[Entries taken from a collection]
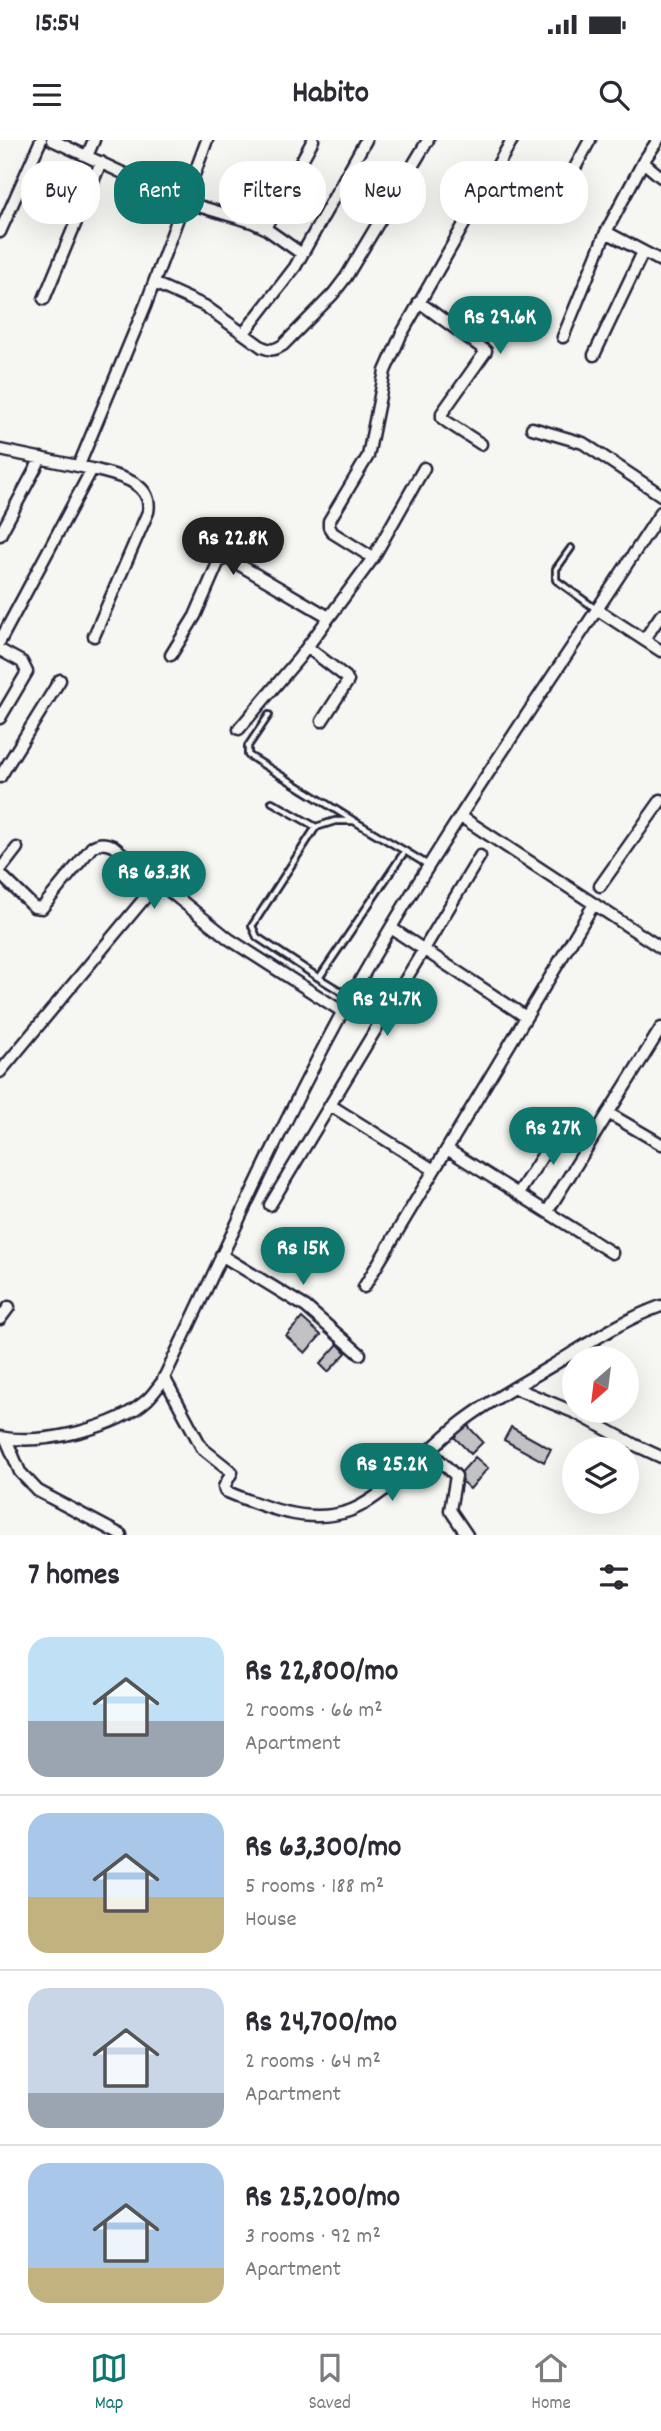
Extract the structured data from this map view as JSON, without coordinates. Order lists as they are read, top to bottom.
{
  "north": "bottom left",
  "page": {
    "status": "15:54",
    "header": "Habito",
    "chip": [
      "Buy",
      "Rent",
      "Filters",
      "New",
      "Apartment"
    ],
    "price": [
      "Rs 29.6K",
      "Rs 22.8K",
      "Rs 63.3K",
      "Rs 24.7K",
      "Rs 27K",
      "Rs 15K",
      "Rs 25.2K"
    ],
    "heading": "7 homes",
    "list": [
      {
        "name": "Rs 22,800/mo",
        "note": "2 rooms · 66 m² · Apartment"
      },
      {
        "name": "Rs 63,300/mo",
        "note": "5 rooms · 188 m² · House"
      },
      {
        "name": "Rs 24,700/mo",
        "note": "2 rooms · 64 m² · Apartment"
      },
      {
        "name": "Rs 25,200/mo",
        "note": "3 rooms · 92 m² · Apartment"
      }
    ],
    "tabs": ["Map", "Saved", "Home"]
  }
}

Problem statement – Report all lines of the data that include the word "rooms".

Result for this task –
        "note": "2 rooms · 66 m² · Apartment"
        "note": "5 rooms · 188 m² · House"
        "note": "2 rooms · 64 m² · Apartment"
        "note": "3 rooms · 92 m² · Apartment"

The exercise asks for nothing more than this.